Ricardo André

Personal information
- Full name: Ricardo André Duarte Pires
- Date of birth: 24 October 1982 (age 42)
- Place of birth: Amadora, Portugal
- Height: 1.83 m (6 ft 0 in)
- Position(s): Midfielder

Youth career
- 1993–1998: Benfica
- 1998–1999: Estoril
- 1999–2001: Benfica

Senior career*
- Years: Team / Apps / (Gls)
- 2001–2003: Benfica B / 29 / (0)
- 2003–2005: Paços Ferreira / 41 / (0)
- 2006: Setúbal B / 15 / (0)
- 2006–2007: Gondomar / 22 / (1)
- 2007–2009: Cherno More / 45 / (3)
- 2010–2011: Chernomorets Burgas / 41 / (2)
- Total:  / 193 / (6)

= Ricardo André (footballer, born 1982) =

Portuguese footballer

Ricardo André Duarte Pires (born 24 October 1982 in Amadora, Lisbon) is a retired Portuguese footballer who played as a defensive midfielder.

==Football career==
After unsuccessfully emerging through S.L. Benfica's youth system – he only appeared for its B-side – André signed with F.C. Paços de Ferreira from the Primeira Liga in 2003, playing 15 games and suffering team relegation in his first season.

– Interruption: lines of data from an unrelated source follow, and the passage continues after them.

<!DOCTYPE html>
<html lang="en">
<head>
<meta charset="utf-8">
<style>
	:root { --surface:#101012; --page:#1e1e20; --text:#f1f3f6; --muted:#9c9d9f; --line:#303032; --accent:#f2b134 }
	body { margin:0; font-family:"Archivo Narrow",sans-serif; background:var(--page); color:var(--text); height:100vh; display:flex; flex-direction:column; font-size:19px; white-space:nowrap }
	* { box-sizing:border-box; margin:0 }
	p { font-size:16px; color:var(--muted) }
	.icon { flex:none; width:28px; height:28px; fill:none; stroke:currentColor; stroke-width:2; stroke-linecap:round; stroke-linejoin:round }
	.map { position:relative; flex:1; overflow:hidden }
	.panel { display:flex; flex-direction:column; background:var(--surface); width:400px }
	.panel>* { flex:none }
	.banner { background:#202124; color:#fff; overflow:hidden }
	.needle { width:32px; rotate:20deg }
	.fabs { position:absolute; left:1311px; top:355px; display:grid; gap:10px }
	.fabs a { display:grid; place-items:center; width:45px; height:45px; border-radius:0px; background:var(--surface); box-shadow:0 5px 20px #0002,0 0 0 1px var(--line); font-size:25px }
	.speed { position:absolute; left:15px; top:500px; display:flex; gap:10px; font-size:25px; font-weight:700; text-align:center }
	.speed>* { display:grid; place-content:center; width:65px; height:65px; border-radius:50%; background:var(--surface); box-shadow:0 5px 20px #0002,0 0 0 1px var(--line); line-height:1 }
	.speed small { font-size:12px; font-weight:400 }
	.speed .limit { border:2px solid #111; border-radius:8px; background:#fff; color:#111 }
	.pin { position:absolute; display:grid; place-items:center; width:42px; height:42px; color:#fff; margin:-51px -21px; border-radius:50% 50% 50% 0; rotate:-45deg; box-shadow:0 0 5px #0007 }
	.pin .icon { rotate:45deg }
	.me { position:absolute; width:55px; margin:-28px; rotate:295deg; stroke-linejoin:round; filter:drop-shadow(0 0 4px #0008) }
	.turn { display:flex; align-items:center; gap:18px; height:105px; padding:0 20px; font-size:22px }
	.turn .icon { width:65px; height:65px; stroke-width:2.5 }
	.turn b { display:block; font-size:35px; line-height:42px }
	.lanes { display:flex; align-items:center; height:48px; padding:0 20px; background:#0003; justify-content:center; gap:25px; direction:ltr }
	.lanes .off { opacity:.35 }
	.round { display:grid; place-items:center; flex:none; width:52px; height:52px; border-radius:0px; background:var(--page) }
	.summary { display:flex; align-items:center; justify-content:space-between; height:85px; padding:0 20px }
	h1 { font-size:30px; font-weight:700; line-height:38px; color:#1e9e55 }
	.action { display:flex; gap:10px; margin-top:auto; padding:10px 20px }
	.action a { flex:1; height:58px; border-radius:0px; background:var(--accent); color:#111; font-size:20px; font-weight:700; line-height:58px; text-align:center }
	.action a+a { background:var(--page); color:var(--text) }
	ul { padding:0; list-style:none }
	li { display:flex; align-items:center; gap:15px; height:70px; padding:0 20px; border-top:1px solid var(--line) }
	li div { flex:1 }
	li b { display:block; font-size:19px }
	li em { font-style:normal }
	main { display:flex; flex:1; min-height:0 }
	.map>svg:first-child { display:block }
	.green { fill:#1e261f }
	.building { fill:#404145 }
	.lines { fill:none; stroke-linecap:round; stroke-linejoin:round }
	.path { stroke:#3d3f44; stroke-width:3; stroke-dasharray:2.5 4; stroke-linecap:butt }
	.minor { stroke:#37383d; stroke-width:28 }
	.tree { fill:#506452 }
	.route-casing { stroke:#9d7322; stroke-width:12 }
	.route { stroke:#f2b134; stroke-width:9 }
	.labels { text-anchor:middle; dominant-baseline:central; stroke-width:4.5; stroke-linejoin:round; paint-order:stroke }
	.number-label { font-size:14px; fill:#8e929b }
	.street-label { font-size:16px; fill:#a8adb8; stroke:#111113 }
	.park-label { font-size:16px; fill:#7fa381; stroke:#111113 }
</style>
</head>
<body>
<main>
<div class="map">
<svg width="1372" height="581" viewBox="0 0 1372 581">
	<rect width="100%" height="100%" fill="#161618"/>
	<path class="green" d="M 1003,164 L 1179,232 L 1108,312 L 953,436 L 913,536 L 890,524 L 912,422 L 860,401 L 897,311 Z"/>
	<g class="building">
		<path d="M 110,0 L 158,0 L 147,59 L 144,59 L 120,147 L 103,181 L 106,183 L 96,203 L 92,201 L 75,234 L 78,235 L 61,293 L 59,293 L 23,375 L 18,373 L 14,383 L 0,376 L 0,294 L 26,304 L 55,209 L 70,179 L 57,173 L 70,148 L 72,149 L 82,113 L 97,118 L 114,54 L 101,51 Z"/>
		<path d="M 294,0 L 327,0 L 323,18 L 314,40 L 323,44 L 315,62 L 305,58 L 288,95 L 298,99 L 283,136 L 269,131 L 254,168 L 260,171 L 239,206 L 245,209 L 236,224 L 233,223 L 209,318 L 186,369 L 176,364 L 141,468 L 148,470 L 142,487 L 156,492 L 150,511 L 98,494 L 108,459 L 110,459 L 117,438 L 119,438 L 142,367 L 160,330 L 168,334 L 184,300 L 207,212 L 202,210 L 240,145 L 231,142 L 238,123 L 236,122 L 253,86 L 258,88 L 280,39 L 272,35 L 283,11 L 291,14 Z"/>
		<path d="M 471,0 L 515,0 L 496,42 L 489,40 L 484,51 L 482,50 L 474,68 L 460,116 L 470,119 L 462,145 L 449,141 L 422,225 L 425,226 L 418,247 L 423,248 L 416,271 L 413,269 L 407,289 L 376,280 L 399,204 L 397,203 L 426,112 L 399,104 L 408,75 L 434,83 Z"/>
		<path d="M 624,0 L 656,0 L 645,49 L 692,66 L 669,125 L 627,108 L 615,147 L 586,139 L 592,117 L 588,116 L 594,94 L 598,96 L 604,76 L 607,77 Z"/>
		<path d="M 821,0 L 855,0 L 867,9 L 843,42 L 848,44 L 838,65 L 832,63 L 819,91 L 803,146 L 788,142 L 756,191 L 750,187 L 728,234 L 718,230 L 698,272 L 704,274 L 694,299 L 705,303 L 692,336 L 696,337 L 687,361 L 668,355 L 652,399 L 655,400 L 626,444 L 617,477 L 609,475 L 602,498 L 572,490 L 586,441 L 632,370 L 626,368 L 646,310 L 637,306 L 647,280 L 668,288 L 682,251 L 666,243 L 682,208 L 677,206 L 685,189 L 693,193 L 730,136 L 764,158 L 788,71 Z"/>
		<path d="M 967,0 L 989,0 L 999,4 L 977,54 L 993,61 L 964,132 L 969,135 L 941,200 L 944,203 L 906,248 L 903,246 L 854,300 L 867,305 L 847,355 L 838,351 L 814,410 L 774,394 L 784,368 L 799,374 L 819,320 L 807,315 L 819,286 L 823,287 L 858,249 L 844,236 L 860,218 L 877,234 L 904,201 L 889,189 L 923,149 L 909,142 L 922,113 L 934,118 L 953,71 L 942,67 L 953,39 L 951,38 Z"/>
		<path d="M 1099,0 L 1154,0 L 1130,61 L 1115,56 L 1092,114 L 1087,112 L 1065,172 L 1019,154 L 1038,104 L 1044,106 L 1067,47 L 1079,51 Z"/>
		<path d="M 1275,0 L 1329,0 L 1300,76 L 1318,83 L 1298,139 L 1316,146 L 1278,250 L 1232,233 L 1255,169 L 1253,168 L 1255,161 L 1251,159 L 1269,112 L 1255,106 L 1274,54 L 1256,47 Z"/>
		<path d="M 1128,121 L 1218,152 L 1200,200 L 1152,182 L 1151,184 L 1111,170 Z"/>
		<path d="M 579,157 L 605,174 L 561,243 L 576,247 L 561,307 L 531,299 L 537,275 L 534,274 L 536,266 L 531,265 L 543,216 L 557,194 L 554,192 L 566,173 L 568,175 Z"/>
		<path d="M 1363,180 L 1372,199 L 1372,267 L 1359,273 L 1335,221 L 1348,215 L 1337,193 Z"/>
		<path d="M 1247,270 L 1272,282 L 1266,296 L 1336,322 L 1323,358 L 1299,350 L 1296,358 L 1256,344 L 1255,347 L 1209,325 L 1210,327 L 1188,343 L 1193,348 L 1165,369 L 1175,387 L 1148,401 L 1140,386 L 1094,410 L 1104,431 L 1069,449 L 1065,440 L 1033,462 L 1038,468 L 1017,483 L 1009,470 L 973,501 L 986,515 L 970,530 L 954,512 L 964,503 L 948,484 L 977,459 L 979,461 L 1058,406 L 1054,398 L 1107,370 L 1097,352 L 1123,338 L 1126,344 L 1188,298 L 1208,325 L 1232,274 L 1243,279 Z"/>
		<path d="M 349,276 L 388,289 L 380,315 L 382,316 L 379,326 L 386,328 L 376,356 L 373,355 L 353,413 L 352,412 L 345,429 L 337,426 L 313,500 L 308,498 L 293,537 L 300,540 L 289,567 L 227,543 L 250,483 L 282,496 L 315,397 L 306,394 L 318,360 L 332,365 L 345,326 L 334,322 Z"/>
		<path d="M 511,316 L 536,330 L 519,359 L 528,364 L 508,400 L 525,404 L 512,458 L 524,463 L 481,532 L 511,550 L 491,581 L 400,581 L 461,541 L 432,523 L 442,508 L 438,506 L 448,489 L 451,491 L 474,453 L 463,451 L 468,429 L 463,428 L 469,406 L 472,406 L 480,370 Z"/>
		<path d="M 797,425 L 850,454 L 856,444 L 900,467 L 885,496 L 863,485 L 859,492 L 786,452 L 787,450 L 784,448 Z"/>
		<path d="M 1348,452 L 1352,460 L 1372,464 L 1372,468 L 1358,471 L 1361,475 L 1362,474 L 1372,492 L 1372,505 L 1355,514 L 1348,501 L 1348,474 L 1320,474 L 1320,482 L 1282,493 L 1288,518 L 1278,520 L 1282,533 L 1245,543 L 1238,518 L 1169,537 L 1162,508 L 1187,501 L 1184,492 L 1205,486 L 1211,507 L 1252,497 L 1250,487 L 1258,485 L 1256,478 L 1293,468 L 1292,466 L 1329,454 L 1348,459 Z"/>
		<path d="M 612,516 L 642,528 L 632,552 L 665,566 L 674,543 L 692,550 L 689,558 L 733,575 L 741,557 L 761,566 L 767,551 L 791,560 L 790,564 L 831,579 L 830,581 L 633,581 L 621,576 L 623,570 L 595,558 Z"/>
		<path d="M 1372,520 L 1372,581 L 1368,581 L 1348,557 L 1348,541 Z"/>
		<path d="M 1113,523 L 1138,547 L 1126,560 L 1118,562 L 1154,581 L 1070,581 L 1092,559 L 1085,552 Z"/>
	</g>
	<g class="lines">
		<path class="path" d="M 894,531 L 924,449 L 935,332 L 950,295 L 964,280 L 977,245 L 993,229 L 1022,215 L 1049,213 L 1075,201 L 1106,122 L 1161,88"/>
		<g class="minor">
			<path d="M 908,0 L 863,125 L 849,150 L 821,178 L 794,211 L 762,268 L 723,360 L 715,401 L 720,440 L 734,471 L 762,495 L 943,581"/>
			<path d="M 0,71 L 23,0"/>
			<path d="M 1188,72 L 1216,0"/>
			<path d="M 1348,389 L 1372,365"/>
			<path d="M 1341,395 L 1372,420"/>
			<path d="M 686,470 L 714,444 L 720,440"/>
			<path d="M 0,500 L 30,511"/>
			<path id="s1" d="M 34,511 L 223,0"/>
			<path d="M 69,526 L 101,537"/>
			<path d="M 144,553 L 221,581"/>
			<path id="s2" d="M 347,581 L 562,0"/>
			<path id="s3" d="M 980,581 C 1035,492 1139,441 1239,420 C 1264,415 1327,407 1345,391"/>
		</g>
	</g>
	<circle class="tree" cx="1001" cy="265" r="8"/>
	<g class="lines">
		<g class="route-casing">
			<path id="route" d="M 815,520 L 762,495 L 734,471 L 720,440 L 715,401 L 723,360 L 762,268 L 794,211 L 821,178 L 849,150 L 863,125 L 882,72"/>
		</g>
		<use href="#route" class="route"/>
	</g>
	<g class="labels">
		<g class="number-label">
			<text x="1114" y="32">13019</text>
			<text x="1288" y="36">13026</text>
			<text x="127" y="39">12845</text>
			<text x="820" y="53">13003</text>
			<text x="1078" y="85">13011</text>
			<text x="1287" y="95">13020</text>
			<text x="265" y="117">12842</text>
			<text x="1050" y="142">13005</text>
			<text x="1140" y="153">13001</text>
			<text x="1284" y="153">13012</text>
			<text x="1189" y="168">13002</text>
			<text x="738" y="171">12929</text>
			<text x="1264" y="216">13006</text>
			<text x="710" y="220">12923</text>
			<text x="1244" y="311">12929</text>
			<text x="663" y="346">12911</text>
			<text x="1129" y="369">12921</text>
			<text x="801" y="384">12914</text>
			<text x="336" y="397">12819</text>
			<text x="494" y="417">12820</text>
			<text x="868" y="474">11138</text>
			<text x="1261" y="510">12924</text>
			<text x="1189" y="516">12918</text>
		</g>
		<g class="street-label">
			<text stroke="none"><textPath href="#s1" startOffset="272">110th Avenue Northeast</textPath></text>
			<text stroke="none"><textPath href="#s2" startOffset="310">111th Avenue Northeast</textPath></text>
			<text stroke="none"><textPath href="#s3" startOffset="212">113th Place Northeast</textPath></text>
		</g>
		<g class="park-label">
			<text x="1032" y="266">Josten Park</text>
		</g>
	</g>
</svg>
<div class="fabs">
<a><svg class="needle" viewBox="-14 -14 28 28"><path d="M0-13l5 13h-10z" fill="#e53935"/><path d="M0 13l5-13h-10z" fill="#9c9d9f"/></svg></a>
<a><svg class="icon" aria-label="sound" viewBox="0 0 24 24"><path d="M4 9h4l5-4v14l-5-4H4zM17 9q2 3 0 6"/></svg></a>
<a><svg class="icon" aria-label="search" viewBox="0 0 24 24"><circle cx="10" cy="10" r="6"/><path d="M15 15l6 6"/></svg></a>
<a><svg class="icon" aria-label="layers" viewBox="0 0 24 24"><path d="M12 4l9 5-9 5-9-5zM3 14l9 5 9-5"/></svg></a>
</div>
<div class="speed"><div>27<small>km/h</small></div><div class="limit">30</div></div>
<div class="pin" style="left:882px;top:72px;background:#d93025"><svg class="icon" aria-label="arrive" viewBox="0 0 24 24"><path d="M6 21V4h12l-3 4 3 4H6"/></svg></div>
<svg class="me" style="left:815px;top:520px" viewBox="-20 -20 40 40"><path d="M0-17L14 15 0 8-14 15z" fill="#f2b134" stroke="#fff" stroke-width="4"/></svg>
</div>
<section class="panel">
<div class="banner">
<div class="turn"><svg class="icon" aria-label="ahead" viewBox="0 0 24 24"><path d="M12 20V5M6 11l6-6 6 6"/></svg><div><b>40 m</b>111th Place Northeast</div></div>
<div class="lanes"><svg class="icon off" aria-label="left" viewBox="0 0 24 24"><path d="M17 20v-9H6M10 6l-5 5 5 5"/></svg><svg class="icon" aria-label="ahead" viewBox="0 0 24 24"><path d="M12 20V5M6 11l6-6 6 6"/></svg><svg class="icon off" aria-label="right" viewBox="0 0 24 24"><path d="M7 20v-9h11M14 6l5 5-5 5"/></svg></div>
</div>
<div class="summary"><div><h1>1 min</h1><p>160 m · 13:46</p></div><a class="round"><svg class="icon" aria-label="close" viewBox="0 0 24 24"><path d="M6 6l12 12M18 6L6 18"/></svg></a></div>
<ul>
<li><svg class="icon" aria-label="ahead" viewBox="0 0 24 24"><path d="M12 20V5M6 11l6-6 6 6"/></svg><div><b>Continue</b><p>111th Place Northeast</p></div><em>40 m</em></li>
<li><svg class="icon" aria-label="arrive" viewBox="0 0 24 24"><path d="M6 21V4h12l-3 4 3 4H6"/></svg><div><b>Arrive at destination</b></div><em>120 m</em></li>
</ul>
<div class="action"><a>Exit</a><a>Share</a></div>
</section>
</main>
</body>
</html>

After one more year he signed with Vitória de Setúbal's reserves, also in the third division as Benfica's second team.

André subsequently competed in the second level with Gondomar SC, then moved to Bulgaria in the 2007 summer by joining PFC Cherno More Varna. He made his competitive debut on 12 July, in a UEFA Intertoto Cup match against FK Makedonija Gjorče Petrov, playing the entire 4–0 win. On 28 August 2007 he scored his first goal for the club, but in a 1–3 loss to PFC Slavia Sofia.

In January 2010 André switched to PSFC Chernomorets Burgas, in the same country. He was released in July of the following year, retiring shortly after at the age of only 29.